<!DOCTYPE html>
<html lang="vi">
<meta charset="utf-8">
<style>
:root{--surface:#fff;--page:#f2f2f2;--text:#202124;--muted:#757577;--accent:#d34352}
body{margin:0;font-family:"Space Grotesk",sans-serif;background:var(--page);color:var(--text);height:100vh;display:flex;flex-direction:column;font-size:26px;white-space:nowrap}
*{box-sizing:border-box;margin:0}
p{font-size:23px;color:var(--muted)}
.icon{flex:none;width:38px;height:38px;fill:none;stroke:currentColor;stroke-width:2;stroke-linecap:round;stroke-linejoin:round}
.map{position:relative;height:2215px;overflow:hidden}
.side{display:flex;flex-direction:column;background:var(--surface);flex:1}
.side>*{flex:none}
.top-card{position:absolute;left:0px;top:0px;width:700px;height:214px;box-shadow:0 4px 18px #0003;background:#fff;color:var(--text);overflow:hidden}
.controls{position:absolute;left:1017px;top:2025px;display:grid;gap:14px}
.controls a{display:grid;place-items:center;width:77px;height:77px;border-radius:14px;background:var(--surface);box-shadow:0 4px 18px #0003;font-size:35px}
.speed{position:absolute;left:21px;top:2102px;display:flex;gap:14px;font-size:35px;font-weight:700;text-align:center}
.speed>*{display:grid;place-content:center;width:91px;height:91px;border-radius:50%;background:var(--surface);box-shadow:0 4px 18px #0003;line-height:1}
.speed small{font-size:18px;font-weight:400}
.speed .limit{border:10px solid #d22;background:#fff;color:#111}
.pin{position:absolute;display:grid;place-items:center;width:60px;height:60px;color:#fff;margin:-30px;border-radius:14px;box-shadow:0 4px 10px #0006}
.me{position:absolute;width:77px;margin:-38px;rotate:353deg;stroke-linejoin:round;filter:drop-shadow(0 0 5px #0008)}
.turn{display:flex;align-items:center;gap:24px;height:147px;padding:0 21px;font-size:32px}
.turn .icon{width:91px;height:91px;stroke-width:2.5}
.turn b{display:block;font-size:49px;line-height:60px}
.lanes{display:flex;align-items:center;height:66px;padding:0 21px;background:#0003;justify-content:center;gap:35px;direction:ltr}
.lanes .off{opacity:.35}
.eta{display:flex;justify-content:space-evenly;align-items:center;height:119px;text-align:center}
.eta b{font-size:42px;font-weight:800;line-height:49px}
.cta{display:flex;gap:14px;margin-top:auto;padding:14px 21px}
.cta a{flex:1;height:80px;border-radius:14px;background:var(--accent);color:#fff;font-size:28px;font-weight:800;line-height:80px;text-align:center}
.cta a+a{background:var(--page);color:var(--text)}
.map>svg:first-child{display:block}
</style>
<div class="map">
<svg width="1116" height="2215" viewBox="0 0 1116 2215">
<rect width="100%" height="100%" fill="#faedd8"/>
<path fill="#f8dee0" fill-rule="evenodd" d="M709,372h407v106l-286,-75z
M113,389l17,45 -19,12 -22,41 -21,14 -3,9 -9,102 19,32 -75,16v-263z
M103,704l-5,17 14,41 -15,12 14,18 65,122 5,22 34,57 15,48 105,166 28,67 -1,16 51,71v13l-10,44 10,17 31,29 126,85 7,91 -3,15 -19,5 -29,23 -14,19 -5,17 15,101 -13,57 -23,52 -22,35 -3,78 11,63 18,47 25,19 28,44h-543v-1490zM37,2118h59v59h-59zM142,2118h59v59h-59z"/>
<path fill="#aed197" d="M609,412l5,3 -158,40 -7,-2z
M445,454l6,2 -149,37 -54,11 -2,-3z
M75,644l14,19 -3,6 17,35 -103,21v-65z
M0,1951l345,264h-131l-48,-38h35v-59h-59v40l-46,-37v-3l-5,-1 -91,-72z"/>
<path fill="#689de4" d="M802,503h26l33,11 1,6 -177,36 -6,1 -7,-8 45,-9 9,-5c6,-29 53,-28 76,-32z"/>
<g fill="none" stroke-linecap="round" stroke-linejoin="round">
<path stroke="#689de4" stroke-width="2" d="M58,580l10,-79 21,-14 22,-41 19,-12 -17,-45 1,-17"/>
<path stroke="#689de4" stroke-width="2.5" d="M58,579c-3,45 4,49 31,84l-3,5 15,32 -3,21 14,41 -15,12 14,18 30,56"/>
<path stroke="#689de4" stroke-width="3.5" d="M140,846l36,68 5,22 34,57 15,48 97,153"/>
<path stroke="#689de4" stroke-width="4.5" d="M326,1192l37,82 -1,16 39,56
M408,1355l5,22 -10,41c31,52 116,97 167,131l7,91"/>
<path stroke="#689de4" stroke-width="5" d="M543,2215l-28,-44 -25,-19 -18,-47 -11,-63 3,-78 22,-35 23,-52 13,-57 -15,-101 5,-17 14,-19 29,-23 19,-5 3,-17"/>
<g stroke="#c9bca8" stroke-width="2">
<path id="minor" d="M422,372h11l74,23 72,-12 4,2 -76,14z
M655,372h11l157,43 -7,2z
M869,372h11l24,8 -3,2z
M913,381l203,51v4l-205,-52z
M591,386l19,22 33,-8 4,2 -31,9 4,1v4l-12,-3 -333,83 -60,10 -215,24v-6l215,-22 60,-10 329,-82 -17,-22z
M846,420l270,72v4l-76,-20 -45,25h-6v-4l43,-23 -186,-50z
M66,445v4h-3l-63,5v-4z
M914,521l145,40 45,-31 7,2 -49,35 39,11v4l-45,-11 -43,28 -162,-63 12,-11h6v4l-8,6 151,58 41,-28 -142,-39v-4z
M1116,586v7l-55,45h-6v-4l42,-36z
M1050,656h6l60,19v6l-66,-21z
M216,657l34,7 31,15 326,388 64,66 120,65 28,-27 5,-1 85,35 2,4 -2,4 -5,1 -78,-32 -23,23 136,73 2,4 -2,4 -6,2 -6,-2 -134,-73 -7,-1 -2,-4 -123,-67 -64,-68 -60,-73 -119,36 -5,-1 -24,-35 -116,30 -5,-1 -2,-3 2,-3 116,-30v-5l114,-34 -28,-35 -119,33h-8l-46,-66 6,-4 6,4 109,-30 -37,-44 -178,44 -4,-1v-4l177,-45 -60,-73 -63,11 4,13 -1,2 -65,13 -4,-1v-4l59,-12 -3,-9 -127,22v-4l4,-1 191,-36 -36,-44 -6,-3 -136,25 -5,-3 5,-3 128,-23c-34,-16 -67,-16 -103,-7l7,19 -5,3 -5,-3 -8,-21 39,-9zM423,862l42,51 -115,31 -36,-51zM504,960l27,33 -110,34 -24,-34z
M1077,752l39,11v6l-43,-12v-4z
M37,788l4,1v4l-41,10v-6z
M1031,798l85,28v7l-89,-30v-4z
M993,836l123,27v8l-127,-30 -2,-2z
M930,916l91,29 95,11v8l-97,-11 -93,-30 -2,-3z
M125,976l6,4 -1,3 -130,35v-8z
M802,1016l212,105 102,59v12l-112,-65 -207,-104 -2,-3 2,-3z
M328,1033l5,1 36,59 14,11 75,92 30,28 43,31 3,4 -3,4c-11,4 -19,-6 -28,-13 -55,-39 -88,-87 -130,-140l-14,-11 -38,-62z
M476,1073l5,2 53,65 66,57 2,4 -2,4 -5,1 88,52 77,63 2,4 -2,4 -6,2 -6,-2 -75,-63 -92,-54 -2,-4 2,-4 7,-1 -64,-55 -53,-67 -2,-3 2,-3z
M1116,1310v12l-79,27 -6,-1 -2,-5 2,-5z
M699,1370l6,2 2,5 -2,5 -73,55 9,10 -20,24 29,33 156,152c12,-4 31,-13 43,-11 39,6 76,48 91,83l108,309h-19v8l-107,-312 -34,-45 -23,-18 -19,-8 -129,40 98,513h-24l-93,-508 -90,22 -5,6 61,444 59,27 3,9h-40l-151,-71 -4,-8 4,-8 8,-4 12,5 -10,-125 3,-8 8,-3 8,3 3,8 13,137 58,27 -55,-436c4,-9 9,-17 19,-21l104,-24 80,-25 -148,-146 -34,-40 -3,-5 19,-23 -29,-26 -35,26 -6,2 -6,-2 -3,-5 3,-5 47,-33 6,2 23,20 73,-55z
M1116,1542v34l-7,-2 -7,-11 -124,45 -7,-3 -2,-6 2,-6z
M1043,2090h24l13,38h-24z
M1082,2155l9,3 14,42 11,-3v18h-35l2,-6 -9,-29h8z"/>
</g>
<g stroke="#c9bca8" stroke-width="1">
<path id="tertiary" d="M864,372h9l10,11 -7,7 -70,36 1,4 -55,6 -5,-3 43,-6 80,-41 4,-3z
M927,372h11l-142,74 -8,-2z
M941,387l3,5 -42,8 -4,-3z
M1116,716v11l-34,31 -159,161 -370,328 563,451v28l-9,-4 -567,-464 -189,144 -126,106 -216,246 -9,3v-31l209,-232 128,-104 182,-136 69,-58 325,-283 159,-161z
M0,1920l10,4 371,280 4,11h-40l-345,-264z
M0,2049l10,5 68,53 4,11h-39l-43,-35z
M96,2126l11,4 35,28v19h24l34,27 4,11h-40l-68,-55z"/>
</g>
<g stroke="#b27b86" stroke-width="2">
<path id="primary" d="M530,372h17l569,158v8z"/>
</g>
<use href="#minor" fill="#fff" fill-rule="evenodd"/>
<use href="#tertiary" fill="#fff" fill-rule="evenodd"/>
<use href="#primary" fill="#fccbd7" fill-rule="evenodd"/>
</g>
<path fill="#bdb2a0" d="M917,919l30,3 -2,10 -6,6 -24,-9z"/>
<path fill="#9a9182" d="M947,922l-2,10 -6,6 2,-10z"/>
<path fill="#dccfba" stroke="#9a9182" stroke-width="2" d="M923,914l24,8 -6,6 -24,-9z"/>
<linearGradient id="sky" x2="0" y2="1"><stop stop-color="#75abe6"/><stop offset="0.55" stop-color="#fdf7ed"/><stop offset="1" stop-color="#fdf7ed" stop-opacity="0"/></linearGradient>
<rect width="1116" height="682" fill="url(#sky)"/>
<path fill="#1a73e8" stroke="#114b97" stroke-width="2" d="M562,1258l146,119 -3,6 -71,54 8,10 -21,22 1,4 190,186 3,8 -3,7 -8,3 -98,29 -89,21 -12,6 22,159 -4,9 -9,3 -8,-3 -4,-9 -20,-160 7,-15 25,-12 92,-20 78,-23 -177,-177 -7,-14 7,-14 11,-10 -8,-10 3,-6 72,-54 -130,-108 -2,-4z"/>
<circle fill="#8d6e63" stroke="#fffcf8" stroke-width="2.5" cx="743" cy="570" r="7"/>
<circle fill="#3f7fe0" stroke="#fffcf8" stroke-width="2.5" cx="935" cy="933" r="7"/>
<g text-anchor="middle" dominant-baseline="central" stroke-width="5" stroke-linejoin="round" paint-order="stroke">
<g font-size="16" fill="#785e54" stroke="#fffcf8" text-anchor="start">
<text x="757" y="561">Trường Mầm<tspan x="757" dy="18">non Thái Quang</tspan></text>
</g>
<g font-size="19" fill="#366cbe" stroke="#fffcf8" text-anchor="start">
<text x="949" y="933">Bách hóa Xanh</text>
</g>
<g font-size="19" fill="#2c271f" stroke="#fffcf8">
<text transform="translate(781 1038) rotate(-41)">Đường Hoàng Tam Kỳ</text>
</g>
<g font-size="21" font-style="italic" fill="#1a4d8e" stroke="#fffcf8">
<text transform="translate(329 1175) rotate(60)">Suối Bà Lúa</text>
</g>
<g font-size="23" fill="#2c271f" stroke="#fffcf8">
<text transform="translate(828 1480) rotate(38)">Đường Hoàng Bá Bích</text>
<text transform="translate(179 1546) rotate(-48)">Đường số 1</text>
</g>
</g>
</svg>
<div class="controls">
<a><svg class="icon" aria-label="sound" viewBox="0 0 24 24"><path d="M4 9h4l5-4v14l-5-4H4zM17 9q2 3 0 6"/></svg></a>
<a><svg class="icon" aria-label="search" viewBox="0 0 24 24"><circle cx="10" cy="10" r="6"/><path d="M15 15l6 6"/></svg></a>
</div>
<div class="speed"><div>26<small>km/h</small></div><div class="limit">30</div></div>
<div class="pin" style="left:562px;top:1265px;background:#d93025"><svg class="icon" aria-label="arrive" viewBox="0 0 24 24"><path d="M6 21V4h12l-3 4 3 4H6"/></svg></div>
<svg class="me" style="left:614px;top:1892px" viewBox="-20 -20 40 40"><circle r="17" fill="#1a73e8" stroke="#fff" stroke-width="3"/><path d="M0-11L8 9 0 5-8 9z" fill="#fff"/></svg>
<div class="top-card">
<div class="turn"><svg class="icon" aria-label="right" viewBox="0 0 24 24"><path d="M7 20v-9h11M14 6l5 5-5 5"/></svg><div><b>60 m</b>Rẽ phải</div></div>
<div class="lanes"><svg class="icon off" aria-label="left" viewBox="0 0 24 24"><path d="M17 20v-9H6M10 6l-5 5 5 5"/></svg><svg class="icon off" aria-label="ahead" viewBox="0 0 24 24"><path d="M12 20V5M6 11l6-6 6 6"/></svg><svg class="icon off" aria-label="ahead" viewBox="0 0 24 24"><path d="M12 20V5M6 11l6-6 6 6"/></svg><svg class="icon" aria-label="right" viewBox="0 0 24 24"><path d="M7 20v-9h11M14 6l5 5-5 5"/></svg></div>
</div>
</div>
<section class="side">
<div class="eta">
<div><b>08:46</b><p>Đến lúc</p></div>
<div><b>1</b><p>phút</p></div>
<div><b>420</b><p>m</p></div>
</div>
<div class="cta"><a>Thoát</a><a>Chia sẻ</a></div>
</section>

→ **Directions for this task**: Report how many lines of the data above hold the string "hidden". Nothing else belongs in the answer.

→ **Reply**: 2